Stored items
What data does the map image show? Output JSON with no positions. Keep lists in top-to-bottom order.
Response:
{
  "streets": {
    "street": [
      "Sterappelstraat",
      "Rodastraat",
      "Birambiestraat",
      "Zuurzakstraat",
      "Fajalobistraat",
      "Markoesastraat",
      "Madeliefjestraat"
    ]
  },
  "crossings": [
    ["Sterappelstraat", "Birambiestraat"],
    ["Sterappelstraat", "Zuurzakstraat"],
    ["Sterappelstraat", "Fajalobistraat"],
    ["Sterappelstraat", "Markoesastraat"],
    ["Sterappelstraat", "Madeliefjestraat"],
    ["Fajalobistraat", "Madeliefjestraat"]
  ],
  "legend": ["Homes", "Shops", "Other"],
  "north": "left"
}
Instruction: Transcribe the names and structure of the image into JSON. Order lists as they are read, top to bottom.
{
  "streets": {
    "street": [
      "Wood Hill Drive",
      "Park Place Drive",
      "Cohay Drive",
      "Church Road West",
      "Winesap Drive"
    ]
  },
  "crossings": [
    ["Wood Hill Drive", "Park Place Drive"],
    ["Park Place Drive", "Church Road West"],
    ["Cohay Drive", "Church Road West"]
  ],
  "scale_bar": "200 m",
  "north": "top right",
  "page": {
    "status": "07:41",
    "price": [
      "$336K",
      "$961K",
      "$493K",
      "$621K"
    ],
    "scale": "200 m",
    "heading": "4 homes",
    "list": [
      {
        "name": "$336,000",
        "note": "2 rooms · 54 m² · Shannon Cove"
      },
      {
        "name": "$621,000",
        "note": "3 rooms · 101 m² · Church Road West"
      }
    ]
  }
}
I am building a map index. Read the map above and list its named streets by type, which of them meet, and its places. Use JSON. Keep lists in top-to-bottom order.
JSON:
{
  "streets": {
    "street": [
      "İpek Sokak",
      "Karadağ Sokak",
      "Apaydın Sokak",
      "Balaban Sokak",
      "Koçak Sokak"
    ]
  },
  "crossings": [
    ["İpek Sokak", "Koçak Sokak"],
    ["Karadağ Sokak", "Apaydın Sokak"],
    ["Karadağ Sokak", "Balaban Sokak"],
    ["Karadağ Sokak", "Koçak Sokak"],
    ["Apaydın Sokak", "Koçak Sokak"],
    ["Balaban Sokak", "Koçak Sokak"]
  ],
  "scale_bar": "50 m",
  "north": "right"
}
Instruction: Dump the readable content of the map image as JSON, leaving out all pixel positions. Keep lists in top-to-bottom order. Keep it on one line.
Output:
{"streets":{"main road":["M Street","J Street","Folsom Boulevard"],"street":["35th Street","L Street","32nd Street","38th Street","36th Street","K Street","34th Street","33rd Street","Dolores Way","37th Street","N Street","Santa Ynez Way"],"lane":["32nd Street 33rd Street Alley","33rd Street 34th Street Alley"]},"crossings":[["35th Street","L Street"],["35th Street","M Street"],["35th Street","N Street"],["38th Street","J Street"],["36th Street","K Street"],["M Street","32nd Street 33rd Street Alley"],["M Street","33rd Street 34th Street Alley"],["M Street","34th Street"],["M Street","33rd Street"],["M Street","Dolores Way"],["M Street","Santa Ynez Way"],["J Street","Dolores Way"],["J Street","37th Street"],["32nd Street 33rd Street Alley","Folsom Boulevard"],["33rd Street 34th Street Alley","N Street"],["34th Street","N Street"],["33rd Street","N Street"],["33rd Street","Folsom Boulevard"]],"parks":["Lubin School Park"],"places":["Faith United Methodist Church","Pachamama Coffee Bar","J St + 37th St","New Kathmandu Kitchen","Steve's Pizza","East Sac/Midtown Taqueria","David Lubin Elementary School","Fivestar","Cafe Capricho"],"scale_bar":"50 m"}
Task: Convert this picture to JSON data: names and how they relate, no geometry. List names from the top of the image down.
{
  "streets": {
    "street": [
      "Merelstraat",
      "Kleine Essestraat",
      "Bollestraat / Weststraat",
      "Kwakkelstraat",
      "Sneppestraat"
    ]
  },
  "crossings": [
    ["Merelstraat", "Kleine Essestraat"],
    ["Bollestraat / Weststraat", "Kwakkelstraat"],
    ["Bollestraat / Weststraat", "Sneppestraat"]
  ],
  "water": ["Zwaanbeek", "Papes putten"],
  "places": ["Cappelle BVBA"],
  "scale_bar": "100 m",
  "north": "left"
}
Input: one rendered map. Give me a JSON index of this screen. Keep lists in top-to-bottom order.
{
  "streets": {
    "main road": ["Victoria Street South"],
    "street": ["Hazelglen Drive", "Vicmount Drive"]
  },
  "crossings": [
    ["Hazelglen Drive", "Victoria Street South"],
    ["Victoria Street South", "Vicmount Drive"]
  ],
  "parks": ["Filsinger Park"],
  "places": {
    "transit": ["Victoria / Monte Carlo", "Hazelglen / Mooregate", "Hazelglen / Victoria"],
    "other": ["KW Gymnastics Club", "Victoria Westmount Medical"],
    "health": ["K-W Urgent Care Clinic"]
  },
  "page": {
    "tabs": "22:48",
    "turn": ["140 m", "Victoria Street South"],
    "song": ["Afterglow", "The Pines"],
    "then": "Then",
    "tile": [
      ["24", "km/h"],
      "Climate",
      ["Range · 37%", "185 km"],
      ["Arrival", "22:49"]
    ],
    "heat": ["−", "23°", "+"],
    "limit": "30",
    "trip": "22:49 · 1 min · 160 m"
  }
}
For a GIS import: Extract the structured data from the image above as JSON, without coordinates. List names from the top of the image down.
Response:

Exercise brief
All of the entries need to be reproduced exactly; please write them out.

Your solution
What data does the map image show? Output JSON with no positions. Keep lists in top-to-bottom order.
Response:
{
  "streets": {
    "street": [
      "Sterappelstraat",
      "Rodastraat",
      "Birambiestraat",
      "Zuurzakstraat",
      "Fajalobistraat",
      "Markoesastraat",
      "Madeliefjestraat"
    ]
  },
  "crossings": [
    ["Sterappelstraat", "Birambiestraat"],
    ["Sterappelstraat", "Zuurzakstraat"],
    ["Sterappelstraat", "Fajalobistraat"],
    ["Sterappelstraat", "Markoesastraat"],
    ["Sterappelstraat", "Madeliefjestraat"],
    ["Fajalobistraat", "Madeliefjestraat"]
  ],
  "legend": ["Homes", "Shops", "Other"],
  "north": "left"
}
Instruction: Transcribe the names and structure of the image into JSON. Order lists as they are read, top to bottom.
{
  "streets": {
    "street": [
      "Wood Hill Drive",
      "Park Place Drive",
      "Cohay Drive",
      "Church Road West",
      "Winesap Drive"
    ]
  },
  "crossings": [
    ["Wood Hill Drive", "Park Place Drive"],
    ["Park Place Drive", "Church Road West"],
    ["Cohay Drive", "Church Road West"]
  ],
  "scale_bar": "200 m",
  "north": "top right",
  "page": {
    "status": "07:41",
    "price": [
      "$336K",
      "$961K",
      "$493K",
      "$621K"
    ],
    "scale": "200 m",
    "heading": "4 homes",
    "list": [
      {
        "name": "$336,000",
        "note": "2 rooms · 54 m² · Shannon Cove"
      },
      {
        "name": "$621,000",
        "note": "3 rooms · 101 m² · Church Road West"
      }
    ]
  }
}
I am building a map index. Read the map above and list its named streets by type, which of them meet, and its places. Use JSON. Keep lists in top-to-bottom order.
JSON:
{
  "streets": {
    "street": [
      "İpek Sokak",
      "Karadağ Sokak",
      "Apaydın Sokak",
      "Balaban Sokak",
      "Koçak Sokak"
    ]
  },
  "crossings": [
    ["İpek Sokak", "Koçak Sokak"],
    ["Karadağ Sokak", "Apaydın Sokak"],
    ["Karadağ Sokak", "Balaban Sokak"],
    ["Karadağ Sokak", "Koçak Sokak"],
    ["Apaydın Sokak", "Koçak Sokak"],
    ["Balaban Sokak", "Koçak Sokak"]
  ],
  "scale_bar": "50 m",
  "north": "right"
}
Instruction: Dump the readable content of the map image as JSON, leaving out all pixel positions. Keep lists in top-to-bottom order. Keep it on one line.
Output:
{"streets":{"main road":["M Street","J Street","Folsom Boulevard"],"street":["35th Street","L Street","32nd Street","38th Street","36th Street","K Street","34th Street","33rd Street","Dolores Way","37th Street","N Street","Santa Ynez Way"],"lane":["32nd Street 33rd Street Alley","33rd Street 34th Street Alley"]},"crossings":[["35th Street","L Street"],["35th Street","M Street"],["35th Street","N Street"],["38th Street","J Street"],["36th Street","K Street"],["M Street","32nd Street 33rd Street Alley"],["M Street","33rd Street 34th Street Alley"],["M Street","34th Street"],["M Street","33rd Street"],["M Street","Dolores Way"],["M Street","Santa Ynez Way"],["J Street","Dolores Way"],["J Street","37th Street"],["32nd Street 33rd Street Alley","Folsom Boulevard"],["33rd Street 34th Street Alley","N Street"],["34th Street","N Street"],["33rd Street","N Street"],["33rd Street","Folsom Boulevard"]],"parks":["Lubin School Park"],"places":["Faith United Methodist Church","Pachamama Coffee Bar","J St + 37th St","New Kathmandu Kitchen","Steve's Pizza","East Sac/Midtown Taqueria","David Lubin Elementary School","Fivestar","Cafe Capricho"],"scale_bar":"50 m"}
Task: Convert this picture to JSON data: names and how they relate, no geometry. List names from the top of the image down.
{
  "streets": {
    "street": [
      "Merelstraat",
      "Kleine Essestraat",
      "Bollestraat / Weststraat",
      "Kwakkelstraat",
      "Sneppestraat"
    ]
  },
  "crossings": [
    ["Merelstraat", "Kleine Essestraat"],
    ["Bollestraat / Weststraat", "Kwakkelstraat"],
    ["Bollestraat / Weststraat", "Sneppestraat"]
  ],
  "water": ["Zwaanbeek", "Papes putten"],
  "places": ["Cappelle BVBA"],
  "scale_bar": "100 m",
  "north": "left"
}
Input: one rendered map. Give me a JSON index of this screen. Keep lists in top-to-bottom order.
{
  "streets": {
    "main road": ["Victoria Street South"],
    "street": ["Hazelglen Drive", "Vicmount Drive"]
  },
  "crossings": [
    ["Hazelglen Drive", "Victoria Street South"],
    ["Victoria Street South", "Vicmount Drive"]
  ],
  "parks": ["Filsinger Park"],
  "places": {
    "transit": ["Victoria / Monte Carlo", "Hazelglen / Mooregate", "Hazelglen / Victoria"],
    "other": ["KW Gymnastics Club", "Victoria Westmount Medical"],
    "health": ["K-W Urgent Care Clinic"]
  },
  "page": {
    "tabs": "22:48",
    "turn": ["140 m", "Victoria Street South"],
    "song": ["Afterglow", "The Pines"],
    "then": "Then",
    "tile": [
      ["24", "km/h"],
      "Climate",
      ["Range · 37%", "185 km"],
      ["Arrival", "22:49"]
    ],
    "heat": ["−", "23°", "+"],
    "limit": "30",
    "trip": "22:49 · 1 min · 160 m"
  }
}
For a GIS import: Extract the structured data from the image above as JSON, without coordinates. List names from the top of the image down.
Response:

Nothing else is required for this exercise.